- **About this exercise**
Repeat exactly the opening lines of the records, ending with the line that contains "filter:drop-shadow(2px 0 #8d548e)".
** Working data follows **
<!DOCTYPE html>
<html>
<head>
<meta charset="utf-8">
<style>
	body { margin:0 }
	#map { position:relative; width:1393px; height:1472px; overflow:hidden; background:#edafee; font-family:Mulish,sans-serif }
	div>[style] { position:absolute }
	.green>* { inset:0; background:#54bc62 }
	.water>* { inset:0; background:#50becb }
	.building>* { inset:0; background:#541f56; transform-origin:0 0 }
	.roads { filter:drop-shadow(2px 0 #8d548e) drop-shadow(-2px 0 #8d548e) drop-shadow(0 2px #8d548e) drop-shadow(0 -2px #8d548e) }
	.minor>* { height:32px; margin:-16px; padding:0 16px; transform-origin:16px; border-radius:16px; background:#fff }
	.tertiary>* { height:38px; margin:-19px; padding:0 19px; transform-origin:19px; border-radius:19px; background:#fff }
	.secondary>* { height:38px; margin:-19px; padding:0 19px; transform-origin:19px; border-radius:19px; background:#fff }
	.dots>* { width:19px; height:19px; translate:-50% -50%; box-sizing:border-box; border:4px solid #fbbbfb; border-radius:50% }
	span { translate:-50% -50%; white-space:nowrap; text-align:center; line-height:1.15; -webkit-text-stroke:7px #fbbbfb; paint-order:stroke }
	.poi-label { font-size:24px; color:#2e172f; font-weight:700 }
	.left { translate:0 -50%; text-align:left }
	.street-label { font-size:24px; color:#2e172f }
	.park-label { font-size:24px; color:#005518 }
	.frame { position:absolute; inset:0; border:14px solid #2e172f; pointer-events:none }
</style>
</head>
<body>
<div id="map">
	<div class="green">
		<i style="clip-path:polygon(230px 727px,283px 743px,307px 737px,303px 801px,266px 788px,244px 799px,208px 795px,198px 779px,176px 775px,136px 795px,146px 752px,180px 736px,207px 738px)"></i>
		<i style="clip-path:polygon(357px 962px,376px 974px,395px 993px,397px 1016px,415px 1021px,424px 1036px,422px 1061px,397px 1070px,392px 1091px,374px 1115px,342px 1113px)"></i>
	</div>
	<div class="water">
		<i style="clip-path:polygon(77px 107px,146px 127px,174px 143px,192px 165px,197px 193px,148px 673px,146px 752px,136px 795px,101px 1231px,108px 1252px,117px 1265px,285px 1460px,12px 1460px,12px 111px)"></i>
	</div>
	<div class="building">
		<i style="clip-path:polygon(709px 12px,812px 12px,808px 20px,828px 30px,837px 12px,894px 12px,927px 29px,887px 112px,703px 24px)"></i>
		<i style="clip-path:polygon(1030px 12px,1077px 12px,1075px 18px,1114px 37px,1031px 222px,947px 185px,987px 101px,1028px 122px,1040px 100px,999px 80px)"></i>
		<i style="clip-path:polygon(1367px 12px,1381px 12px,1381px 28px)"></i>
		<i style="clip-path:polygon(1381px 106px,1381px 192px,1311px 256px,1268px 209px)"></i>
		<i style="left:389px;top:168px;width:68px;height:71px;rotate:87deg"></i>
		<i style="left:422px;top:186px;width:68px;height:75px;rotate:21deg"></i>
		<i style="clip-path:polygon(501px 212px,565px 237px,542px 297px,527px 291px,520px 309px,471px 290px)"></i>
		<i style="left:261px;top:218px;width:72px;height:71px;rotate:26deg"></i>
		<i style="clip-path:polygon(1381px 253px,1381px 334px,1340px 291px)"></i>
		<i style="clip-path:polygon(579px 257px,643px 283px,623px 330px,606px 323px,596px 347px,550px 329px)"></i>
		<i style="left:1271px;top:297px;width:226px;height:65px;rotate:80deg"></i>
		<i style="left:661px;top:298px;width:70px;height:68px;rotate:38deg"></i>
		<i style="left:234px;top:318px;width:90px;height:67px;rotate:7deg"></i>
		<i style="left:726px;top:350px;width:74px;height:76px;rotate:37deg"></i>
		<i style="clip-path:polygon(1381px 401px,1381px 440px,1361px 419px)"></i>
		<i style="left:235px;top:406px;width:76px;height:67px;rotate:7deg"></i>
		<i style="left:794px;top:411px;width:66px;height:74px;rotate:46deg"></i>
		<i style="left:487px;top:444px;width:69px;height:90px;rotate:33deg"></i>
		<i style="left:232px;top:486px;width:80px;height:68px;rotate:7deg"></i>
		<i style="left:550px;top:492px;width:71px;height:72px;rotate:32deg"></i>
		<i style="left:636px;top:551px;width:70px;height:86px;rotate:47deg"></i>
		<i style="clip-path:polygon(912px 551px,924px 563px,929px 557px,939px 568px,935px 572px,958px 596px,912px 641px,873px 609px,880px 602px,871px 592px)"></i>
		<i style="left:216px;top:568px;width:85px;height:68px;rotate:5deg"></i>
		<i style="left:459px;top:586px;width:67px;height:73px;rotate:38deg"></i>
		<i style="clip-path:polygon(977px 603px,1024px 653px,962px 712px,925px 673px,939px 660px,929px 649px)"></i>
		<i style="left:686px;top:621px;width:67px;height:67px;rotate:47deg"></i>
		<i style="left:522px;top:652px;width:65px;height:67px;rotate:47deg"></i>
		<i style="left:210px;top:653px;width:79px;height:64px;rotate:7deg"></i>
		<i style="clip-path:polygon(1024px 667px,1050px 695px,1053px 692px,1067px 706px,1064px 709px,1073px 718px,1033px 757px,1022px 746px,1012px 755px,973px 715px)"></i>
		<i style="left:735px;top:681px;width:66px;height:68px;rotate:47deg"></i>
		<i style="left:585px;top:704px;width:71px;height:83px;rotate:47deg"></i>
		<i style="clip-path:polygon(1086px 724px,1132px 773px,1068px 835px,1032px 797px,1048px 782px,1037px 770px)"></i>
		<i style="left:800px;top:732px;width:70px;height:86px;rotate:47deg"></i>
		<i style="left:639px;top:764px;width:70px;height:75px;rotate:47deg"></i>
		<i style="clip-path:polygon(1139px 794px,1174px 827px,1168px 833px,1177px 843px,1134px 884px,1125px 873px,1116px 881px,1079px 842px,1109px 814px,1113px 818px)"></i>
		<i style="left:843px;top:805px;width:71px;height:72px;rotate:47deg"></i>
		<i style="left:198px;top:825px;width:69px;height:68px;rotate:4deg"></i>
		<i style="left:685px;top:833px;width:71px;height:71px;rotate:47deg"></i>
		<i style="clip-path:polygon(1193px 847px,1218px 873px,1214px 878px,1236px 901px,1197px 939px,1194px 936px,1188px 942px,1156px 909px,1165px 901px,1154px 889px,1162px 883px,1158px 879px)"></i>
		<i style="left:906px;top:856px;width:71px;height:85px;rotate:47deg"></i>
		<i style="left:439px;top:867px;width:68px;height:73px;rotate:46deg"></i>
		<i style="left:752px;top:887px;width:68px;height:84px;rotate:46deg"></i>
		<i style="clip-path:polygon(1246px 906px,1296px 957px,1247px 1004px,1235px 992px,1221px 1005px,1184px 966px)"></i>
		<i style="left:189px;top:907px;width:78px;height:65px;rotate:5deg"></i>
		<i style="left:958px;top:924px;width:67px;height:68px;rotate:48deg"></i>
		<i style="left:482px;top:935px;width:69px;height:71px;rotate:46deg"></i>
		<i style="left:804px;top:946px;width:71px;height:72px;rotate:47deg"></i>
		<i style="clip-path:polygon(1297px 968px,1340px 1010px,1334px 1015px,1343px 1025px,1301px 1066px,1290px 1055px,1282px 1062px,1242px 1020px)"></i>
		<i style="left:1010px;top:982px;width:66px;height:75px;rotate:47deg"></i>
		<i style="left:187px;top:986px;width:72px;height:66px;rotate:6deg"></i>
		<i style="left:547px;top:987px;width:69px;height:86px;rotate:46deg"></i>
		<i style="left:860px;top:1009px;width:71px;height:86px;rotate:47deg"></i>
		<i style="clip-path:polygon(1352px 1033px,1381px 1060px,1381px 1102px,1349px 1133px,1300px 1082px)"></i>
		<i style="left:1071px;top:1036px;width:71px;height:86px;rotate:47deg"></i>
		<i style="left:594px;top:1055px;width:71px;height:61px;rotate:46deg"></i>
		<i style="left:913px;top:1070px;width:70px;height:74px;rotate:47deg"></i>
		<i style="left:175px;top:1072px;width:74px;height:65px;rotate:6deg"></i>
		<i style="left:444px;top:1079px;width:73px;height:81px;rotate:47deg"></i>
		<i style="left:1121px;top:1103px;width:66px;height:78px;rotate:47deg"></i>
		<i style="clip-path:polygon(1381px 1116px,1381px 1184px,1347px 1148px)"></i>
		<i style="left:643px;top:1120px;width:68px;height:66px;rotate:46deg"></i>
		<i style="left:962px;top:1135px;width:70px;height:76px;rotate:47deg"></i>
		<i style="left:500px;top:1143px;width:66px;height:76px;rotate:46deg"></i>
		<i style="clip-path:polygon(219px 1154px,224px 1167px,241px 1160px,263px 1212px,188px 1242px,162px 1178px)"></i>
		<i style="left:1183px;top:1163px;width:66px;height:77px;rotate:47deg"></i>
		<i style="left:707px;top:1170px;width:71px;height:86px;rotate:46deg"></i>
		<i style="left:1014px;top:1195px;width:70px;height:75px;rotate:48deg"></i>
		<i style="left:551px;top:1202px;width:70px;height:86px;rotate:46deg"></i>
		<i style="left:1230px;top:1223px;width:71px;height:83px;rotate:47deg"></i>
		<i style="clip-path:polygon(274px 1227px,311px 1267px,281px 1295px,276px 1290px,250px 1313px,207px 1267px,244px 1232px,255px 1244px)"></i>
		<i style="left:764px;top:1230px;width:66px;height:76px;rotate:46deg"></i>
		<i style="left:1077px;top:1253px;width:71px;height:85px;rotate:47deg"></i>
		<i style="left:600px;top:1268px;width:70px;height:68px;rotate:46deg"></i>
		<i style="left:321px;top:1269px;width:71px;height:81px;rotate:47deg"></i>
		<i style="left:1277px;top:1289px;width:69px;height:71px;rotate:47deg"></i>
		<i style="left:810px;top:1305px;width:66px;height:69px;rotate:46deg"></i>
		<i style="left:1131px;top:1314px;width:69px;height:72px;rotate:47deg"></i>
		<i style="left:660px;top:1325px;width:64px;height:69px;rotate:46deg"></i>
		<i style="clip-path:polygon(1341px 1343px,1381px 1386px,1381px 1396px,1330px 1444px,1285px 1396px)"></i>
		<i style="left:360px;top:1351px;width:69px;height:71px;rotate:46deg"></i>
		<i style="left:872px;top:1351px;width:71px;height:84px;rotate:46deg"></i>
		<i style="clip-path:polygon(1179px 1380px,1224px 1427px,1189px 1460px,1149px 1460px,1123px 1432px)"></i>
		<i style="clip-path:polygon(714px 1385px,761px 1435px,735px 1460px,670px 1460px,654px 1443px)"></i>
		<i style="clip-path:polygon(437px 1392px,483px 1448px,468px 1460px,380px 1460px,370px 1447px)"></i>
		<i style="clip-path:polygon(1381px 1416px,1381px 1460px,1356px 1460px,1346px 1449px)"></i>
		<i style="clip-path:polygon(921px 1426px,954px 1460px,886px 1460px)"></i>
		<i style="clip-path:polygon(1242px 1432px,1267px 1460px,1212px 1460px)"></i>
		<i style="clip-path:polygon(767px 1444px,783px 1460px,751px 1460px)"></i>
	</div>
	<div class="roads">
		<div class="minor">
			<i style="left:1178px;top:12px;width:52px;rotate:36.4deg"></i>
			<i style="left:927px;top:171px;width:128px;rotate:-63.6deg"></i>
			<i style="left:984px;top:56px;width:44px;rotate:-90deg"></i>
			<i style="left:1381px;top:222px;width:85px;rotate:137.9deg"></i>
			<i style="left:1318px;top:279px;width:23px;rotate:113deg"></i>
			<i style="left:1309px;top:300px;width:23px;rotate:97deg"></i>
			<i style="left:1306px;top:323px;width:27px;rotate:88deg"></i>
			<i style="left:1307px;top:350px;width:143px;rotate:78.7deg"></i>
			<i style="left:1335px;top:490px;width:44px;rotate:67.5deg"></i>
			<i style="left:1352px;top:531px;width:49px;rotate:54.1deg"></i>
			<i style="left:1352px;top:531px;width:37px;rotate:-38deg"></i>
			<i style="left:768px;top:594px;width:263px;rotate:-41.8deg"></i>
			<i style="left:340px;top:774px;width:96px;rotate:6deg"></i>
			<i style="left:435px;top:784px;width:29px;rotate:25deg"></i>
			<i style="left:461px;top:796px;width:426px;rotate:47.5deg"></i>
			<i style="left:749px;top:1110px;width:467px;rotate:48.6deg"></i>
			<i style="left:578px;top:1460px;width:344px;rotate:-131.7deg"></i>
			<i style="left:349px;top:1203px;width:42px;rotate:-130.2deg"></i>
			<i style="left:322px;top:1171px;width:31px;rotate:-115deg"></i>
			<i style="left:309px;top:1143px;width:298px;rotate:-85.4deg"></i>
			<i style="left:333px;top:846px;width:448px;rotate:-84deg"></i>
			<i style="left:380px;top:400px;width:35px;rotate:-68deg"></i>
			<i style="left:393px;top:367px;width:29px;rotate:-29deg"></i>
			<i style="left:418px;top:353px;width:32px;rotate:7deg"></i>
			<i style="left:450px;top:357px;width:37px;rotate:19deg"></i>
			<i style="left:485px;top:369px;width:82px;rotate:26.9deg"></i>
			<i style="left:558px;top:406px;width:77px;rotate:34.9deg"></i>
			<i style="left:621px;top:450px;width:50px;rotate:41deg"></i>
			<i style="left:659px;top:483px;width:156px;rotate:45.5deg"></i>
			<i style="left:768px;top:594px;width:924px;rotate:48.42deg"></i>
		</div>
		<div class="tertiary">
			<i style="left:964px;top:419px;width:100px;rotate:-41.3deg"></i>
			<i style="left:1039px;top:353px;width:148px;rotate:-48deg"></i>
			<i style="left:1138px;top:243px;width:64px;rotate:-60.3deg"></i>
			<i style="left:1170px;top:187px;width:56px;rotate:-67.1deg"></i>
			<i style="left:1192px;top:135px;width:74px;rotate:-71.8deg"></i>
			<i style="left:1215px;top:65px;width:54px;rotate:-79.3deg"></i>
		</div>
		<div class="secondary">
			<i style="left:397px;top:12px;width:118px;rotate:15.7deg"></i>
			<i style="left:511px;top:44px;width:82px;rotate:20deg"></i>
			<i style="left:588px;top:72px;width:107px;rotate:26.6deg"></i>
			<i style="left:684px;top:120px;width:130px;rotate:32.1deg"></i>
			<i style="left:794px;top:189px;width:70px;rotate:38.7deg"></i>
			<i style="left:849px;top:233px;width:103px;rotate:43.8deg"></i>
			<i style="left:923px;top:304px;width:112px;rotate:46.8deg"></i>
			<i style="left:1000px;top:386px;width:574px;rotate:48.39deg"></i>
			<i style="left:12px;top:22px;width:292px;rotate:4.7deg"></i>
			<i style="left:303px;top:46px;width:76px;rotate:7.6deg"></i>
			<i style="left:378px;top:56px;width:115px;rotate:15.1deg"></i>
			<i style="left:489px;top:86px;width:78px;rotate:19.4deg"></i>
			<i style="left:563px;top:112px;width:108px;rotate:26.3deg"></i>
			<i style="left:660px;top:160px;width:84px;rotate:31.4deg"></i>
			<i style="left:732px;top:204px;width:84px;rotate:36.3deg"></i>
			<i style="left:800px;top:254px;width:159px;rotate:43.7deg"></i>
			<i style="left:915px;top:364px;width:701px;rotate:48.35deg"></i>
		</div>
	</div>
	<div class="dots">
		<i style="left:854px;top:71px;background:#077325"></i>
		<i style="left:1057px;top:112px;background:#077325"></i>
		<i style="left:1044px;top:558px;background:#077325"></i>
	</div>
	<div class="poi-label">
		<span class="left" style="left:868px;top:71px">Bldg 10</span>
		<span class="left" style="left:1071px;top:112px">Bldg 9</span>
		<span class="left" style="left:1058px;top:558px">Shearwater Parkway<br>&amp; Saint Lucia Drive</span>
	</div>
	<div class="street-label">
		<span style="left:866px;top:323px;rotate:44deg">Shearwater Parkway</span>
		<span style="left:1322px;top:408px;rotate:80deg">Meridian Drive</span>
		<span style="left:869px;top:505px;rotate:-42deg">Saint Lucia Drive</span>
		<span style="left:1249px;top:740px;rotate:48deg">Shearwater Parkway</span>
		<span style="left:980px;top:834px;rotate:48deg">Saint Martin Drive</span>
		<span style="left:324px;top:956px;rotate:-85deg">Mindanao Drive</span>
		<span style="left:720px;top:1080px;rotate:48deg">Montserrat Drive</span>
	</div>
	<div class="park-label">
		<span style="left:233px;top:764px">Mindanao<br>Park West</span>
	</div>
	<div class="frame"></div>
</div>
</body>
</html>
** End of Working data **
- **Reply to the exercise**
<!DOCTYPE html>
<html>
<head>
<meta charset="utf-8">
<style>
	body { margin:0 }
	#map { position:relative; width:1393px; height:1472px; overflow:hidden; background:#edafee; font-family:Mulish,sans-serif }
	div>[style] { position:absolute }
	.green>* { inset:0; background:#54bc62 }
	.water>* { inset:0; background:#50becb }
	.building>* { inset:0; background:#541f56; transform-origin:0 0 }
	.roads { filter:drop-shadow(2px 0 #8d548e) drop-shadow(-2px 0 #8d548e) drop-shadow(0 2px #8d548e) drop-shadow(0 -2px #8d548e) }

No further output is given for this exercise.